The requirement No.2 has to retain its maximum possible integrity state even when an attacker knows an internal state of the generator.
It is imperative to provide a maximum possible strength reserve that exceeds attacker\'s capabilities by manifold.
Simple and clear, even for a non-professional, architecture and operating principles.

For the second objective, when generating a large volume of random numbers, requirements for RNG differ:

Issue of numbers, statistically indistinguishable from random ones.
Impossibility to predict sequences being generated without knowing an internal state of the generator.
Maximum possible performance.

RNG for key generation

RNG for key generation that is used in the DiskCryptor, belongs to the accumulative RNG type with multiple sources of entropy. RNG of this type accumulates minor entropy values over a long period of time, following that it is capable of issuing a truly random sequence having size of up to 640 bytes, afterwards, pseudo-random sequences will follow up until a new accumulation of entropy.

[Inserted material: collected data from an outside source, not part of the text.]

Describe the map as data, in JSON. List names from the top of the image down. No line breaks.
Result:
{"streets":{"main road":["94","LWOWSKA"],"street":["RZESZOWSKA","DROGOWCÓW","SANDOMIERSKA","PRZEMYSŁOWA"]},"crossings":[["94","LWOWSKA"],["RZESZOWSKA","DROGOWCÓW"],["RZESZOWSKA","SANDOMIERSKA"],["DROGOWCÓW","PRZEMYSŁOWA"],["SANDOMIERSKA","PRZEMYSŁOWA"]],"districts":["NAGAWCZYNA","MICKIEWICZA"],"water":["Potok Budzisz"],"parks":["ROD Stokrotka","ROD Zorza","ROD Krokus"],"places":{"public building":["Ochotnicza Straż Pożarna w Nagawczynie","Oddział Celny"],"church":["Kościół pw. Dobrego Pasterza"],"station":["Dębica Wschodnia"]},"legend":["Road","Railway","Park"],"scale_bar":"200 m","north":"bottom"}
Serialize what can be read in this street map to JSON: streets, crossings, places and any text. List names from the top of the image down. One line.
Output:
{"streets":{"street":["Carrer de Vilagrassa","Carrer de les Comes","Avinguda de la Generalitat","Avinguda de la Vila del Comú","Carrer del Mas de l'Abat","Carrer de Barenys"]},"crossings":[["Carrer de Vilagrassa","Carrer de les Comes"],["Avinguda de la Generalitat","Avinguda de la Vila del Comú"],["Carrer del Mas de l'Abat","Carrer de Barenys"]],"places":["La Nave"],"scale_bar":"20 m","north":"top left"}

As a basis for the RNG architecture, SHA-512 hash function and AES-256block cipher are taken. The choice of this function is made because of its simplicity, good performance and high reliability, though less stringent requirements are set for hash in this case than, for example, when using it for the digital signatures. The hash function used, has to have the following properties:

Statistically random output on casually-random input data.
Dependence of each output bit of hash on all the input bits. On a change of one bit on an entry, no less than a half of output bits has to alter.
One-sidedness. Recovery of an entry data based on its hash value has to be impossible. This characteristic is very desirable, but a part of RNG properties are retained even without its presence.

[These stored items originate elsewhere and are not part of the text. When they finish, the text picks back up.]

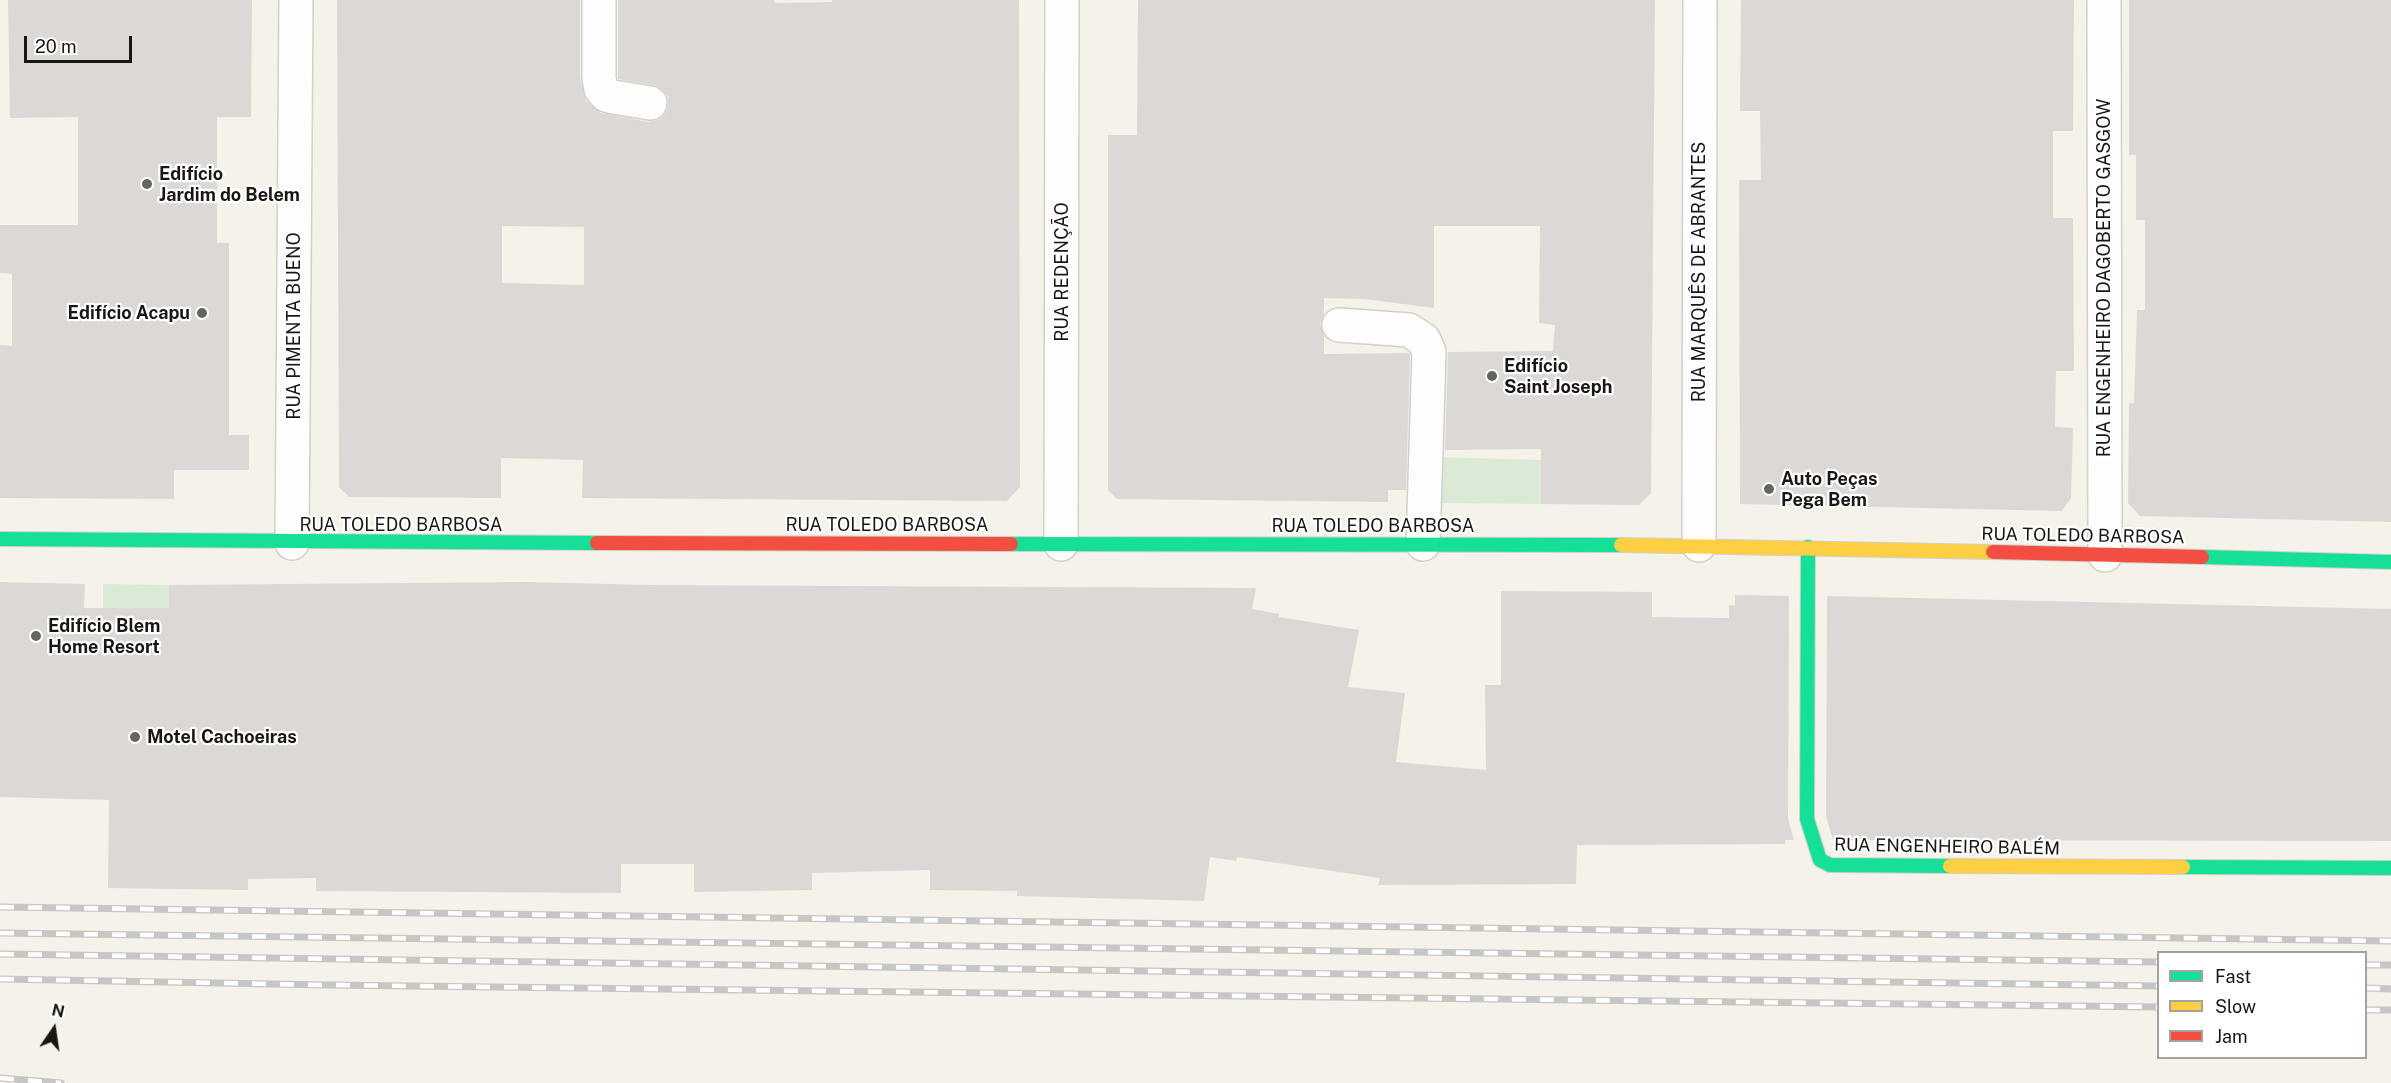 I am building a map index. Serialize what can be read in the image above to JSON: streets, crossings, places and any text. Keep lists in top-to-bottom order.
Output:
{
  "streets": {
    "street": [
      "RUA REDENÇÃO",
      "RUA MARQUÊS DE ABRANTES",
      "RUA ENGENHEIRO DAGOBERTO GASGOW",
      "RUA PIMENTA BUENO",
      "RUA TOLEDO BARBOSA",
      "RUA ENGENHEIRO BALÉM"
    ]
  },
  "crossings": [
    ["RUA REDENÇÃO", "RUA TOLEDO BARBOSA"],
    ["RUA MARQUÊS DE ABRANTES", "RUA TOLEDO BARBOSA"],
    ["RUA ENGENHEIRO DAGOBERTO GASGOW", "RUA TOLEDO BARBOSA"],
    ["RUA PIMENTA BUENO", "RUA TOLEDO BARBOSA"],
    ["RUA TOLEDO BARBOSA", "RUA ENGENHEIRO BALÉM"]
  ],
  "places": [
    "Edifício Jardim do Belem",
    "Edifício Acapu",
    "Edifício Saint Joseph",
    "Auto Peças Pega Bem",
    "Edifício Blem Home Resort",
    "Motel Cachoeiras"
  ],
  "legend": ["Fast", "Slow", "Jam"],
  "scale_bar": "20 m",
  "north": "top"
}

Simplified block scheme of RNG looks the following way:

Simplified

Accumulation of random numbers

This is being done by hashing a seed together with a timestamp and a reseed counter. Adding both timestamp and reseed counter prevents generation of identical hash values on a same seed. The obtained hash is added to the random number pool by means of addition with respect to base 28 with existing content of the pool, and that creates a dependence of content of the pool on all random number additions made earlier.

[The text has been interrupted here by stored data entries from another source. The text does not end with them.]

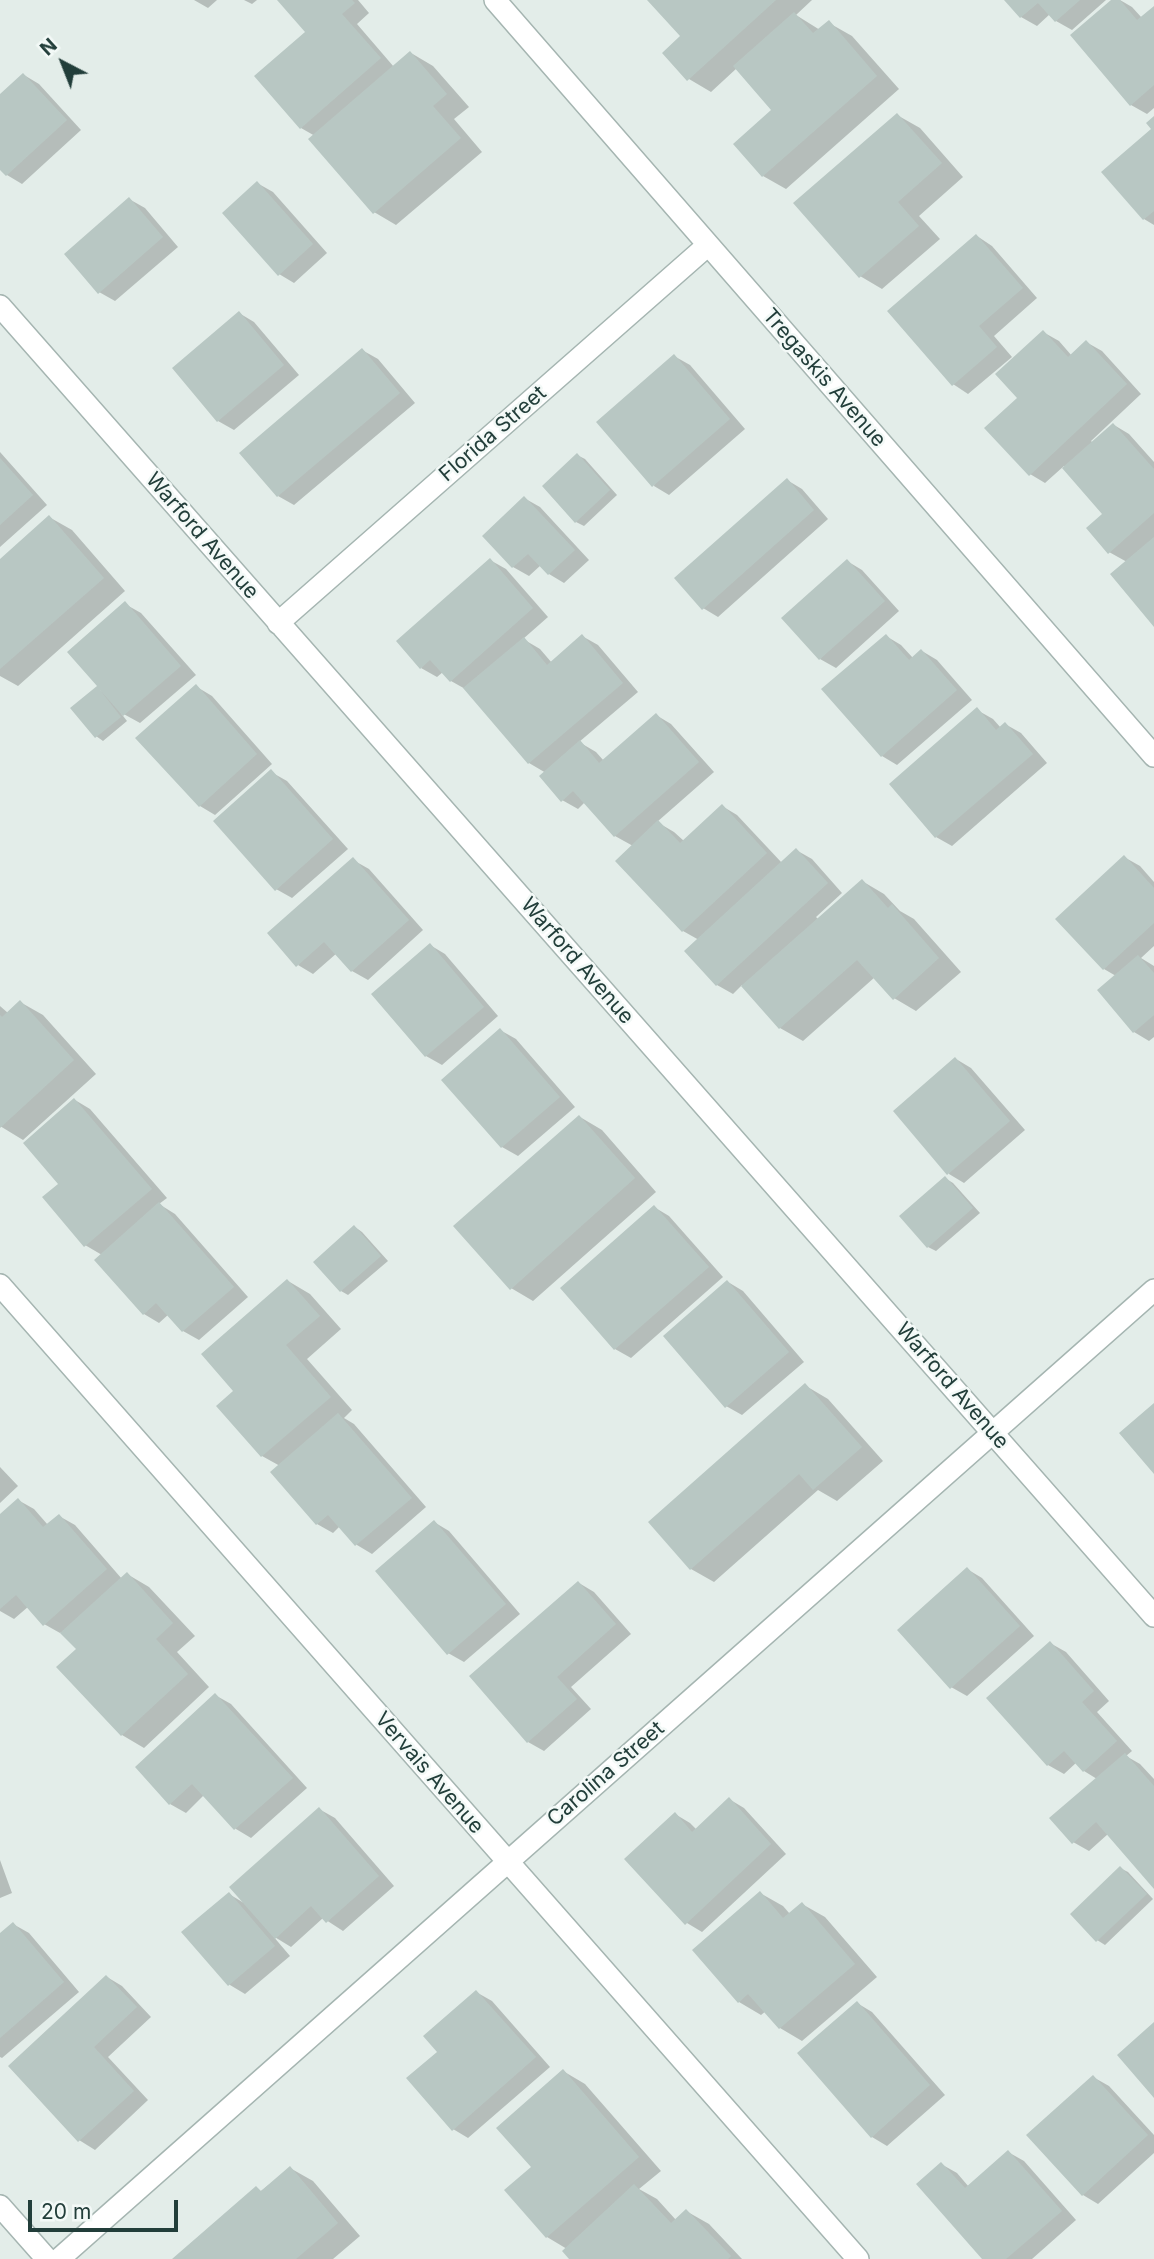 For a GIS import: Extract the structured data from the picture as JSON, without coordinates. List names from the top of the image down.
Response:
{
  "streets": {
    "street": [
      "Tregaskis Avenue",
      "Florida Street",
      "Warford Avenue",
      "Vervais Avenue",
      "Carolina Street"
    ]
  },
  "crossings": [
    ["Tregaskis Avenue", "Florida Street"],
    ["Florida Street", "Warford Avenue"],
    ["Warford Avenue", "Carolina Street"],
    ["Vervais Avenue", "Carolina Street"]
  ],
  "scale_bar": "20 m",
  "north": "top left"
}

The pool has the size of 640 bytes, which allows for the accumulation of the maximum of 5120 bits of entropy. On one addition of a seed, the size of entropy increases by the maximum of 512 bits, therefore the SHA-512 hash size requires no less then 10 reseeds, for fully filling up the pool. In addition to having the big pool for data accumulation, RNG also has the second one, the keys pool. This pool has the size of 256 bits and it is never being outputted, even indirectly, but is used as a key for the AES-256, with which output data is encrypted.

Mixing up the pool

Mixing up the pool - this is the operation that is performed with the objective to make all the bits in the pool to become dependent on each other. The goal of mixing - is to create the reliance of each bit being generated, on all the content of the pool, but at the same time not to decrease the maximum entropy, as would have happened on hashing the whole pool at the moment of issuing random numbers. The mixing operation has a characteristic of being one-sided, meaning that, knowing a state of the pool after a mixing, it is impossible to restore its previous state. This characteristic is directly based on the corresponding properties of the SHA-512 hash.

Mixing is being done with the help of mix function (the rnd_pool_mix function in the source code). During the mixing process, the pool is being divided into 10 parts, each having the size of 64 bytes, and to each part, a value of SHA-512 hash of all the pool content is being added. This process can be presented as follows:

pool0 = pool0 + SHA(pool0 || pool1 ... pooln)
pool1 = pool1 + SHA(pool0 + SHA(pool0 || pool1 ... pooln) || pool1 ... pooln)
...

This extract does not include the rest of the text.